→ **REQUIRED ACTION**: The lines below are to be quoted exactly, from the first through the one that contains "For a GIS import: What".

→ **SOURCE RECORDS**:
______________________________

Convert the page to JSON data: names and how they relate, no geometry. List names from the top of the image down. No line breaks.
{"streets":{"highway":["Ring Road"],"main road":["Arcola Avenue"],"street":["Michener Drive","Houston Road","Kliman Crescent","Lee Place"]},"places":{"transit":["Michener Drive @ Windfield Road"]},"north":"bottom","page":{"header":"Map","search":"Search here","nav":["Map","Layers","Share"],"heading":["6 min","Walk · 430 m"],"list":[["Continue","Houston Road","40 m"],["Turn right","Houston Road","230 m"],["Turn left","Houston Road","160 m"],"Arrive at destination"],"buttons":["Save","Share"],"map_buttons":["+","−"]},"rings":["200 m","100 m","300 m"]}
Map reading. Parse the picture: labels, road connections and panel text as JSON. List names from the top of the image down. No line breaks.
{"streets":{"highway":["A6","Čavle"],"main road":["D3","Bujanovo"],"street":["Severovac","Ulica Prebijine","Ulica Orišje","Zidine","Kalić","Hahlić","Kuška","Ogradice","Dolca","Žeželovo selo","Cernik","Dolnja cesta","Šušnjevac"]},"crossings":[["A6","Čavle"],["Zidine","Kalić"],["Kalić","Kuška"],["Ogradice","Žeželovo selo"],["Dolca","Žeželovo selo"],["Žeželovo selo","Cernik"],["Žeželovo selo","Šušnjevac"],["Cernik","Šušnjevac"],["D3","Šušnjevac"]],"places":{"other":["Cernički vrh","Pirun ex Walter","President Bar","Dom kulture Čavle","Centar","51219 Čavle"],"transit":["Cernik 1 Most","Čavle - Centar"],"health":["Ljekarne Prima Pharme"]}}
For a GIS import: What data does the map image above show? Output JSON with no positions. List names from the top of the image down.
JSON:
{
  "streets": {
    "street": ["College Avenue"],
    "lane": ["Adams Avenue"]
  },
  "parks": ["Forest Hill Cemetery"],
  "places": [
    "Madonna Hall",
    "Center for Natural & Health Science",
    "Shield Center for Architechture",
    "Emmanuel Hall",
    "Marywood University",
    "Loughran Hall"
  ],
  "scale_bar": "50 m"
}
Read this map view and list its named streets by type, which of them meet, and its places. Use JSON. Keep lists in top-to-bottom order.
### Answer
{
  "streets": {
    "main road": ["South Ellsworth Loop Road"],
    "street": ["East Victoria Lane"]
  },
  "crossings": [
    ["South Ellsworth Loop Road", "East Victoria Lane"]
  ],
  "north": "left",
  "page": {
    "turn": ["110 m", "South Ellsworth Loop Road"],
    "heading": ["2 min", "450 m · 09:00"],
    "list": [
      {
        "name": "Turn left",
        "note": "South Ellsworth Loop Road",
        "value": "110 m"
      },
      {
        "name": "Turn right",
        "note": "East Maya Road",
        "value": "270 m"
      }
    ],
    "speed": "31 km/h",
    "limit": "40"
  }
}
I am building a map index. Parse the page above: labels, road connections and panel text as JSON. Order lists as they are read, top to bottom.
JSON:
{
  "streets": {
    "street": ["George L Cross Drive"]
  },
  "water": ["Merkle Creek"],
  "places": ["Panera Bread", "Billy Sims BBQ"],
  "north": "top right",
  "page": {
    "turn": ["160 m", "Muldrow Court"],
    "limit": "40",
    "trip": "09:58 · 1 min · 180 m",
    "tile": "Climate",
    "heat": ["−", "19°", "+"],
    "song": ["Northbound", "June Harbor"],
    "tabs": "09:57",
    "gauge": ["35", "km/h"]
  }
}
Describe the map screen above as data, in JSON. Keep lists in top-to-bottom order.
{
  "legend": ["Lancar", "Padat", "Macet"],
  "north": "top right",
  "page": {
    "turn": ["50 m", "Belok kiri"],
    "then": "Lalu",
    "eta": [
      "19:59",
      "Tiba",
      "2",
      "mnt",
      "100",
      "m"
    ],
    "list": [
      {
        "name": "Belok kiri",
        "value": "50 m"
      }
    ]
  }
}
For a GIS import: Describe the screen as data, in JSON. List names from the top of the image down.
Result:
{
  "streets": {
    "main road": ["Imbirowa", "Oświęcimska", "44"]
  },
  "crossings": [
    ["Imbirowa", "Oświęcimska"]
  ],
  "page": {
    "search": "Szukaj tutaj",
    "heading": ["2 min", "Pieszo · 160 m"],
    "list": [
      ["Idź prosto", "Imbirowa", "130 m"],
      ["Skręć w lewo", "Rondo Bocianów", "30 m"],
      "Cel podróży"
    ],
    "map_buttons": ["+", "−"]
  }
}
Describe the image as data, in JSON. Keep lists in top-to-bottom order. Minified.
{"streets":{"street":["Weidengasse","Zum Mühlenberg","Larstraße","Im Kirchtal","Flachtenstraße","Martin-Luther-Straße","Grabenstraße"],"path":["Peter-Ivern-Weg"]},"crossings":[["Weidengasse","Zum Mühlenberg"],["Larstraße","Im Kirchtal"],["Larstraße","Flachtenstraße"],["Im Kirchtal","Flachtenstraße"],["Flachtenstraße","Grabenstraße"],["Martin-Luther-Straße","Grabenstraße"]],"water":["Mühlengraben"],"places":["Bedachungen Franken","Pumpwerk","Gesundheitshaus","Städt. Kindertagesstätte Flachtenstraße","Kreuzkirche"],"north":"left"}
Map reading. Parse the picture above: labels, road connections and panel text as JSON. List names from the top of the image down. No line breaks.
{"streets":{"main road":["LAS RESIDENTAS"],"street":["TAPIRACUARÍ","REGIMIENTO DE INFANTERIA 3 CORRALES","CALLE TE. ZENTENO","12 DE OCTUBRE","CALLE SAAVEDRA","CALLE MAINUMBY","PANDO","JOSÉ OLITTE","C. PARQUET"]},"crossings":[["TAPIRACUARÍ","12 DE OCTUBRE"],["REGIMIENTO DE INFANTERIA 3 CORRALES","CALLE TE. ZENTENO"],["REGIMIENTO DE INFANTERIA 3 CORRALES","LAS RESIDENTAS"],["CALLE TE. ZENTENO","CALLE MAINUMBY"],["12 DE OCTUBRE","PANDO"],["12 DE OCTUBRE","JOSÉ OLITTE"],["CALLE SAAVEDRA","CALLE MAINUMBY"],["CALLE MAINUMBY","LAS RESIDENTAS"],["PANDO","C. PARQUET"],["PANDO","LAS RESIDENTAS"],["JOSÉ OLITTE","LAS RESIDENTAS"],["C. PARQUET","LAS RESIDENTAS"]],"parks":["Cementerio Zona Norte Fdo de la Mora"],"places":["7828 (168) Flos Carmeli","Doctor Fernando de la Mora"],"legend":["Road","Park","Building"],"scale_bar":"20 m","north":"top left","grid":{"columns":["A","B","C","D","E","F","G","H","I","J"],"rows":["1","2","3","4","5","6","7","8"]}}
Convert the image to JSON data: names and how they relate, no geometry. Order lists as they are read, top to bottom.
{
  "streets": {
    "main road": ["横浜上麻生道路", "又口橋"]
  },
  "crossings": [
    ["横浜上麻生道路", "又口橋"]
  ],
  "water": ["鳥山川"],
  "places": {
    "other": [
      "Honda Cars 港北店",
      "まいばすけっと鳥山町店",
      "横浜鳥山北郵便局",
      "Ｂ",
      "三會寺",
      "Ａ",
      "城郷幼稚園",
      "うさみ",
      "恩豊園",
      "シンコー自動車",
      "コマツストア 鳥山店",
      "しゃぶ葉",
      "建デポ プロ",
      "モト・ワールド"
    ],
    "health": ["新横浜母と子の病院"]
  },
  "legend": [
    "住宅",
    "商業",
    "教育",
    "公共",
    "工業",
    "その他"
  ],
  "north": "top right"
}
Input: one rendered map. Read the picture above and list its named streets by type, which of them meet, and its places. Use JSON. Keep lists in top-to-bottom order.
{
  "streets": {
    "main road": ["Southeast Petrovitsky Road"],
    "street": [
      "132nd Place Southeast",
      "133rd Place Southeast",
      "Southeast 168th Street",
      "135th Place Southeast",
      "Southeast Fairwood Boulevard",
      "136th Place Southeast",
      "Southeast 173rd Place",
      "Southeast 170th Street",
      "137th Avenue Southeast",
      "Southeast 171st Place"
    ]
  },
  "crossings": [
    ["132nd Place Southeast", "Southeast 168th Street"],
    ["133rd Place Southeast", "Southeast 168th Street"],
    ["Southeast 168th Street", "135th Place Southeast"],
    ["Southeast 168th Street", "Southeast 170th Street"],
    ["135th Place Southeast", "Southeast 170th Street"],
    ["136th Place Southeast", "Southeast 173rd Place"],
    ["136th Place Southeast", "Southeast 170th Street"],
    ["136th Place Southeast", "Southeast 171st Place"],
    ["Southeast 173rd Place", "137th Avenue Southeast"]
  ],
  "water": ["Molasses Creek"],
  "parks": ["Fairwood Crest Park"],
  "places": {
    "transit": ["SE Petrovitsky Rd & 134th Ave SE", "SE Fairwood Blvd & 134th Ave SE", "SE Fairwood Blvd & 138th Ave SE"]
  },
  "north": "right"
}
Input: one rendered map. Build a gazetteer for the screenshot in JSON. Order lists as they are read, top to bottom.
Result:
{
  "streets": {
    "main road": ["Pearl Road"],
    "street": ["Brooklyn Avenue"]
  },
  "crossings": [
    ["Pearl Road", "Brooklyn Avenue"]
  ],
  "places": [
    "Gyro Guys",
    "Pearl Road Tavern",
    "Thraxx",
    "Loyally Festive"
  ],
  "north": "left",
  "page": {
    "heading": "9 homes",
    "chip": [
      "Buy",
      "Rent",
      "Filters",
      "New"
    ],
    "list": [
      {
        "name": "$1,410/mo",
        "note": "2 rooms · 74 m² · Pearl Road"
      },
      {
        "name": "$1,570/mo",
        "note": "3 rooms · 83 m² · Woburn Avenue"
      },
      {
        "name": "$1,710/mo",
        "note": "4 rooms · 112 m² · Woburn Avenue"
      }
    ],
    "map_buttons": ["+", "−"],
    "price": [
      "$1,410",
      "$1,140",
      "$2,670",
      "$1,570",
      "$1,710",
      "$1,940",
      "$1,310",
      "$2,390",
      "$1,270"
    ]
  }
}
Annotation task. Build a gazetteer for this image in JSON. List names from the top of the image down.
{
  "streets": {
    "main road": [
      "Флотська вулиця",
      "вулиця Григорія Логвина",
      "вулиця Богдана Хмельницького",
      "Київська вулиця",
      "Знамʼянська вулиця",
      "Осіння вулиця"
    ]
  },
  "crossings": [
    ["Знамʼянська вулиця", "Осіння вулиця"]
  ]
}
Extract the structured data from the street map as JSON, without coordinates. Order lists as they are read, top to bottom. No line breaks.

______________________________

→ **OUTPUT BELOW**:
Convert the page to JSON data: names and how they relate, no geometry. List names from the top of the image down. No line breaks.
{"streets":{"highway":["Ring Road"],"main road":["Arcola Avenue"],"street":["Michener Drive","Houston Road","Kliman Crescent","Lee Place"]},"places":{"transit":["Michener Drive @ Windfield Road"]},"north":"bottom","page":{"header":"Map","search":"Search here","nav":["Map","Layers","Share"],"heading":["6 min","Walk · 430 m"],"list":[["Continue","Houston Road","40 m"],["Turn right","Houston Road","230 m"],["Turn left","Houston Road","160 m"],"Arrive at destination"],"buttons":["Save","Share"],"map_buttons":["+","−"]},"rings":["200 m","100 m","300 m"]}
Map reading. Parse the picture: labels, road connections and panel text as JSON. List names from the top of the image down. No line breaks.
{"streets":{"highway":["A6","Čavle"],"main road":["D3","Bujanovo"],"street":["Severovac","Ulica Prebijine","Ulica Orišje","Zidine","Kalić","Hahlić","Kuška","Ogradice","Dolca","Žeželovo selo","Cernik","Dolnja cesta","Šušnjevac"]},"crossings":[["A6","Čavle"],["Zidine","Kalić"],["Kalić","Kuška"],["Ogradice","Žeželovo selo"],["Dolca","Žeželovo selo"],["Žeželovo selo","Cernik"],["Žeželovo selo","Šušnjevac"],["Cernik","Šušnjevac"],["D3","Šušnjevac"]],"places":{"other":["Cernički vrh","Pirun ex Walter","President Bar","Dom kulture Čavle","Centar","51219 Čavle"],"transit":["Cernik 1 Most","Čavle - Centar"],"health":["Ljekarne Prima Pharme"]}}
For a GIS import: What data does the map image above show? Output JSON with no positions. List names from the top of the image down.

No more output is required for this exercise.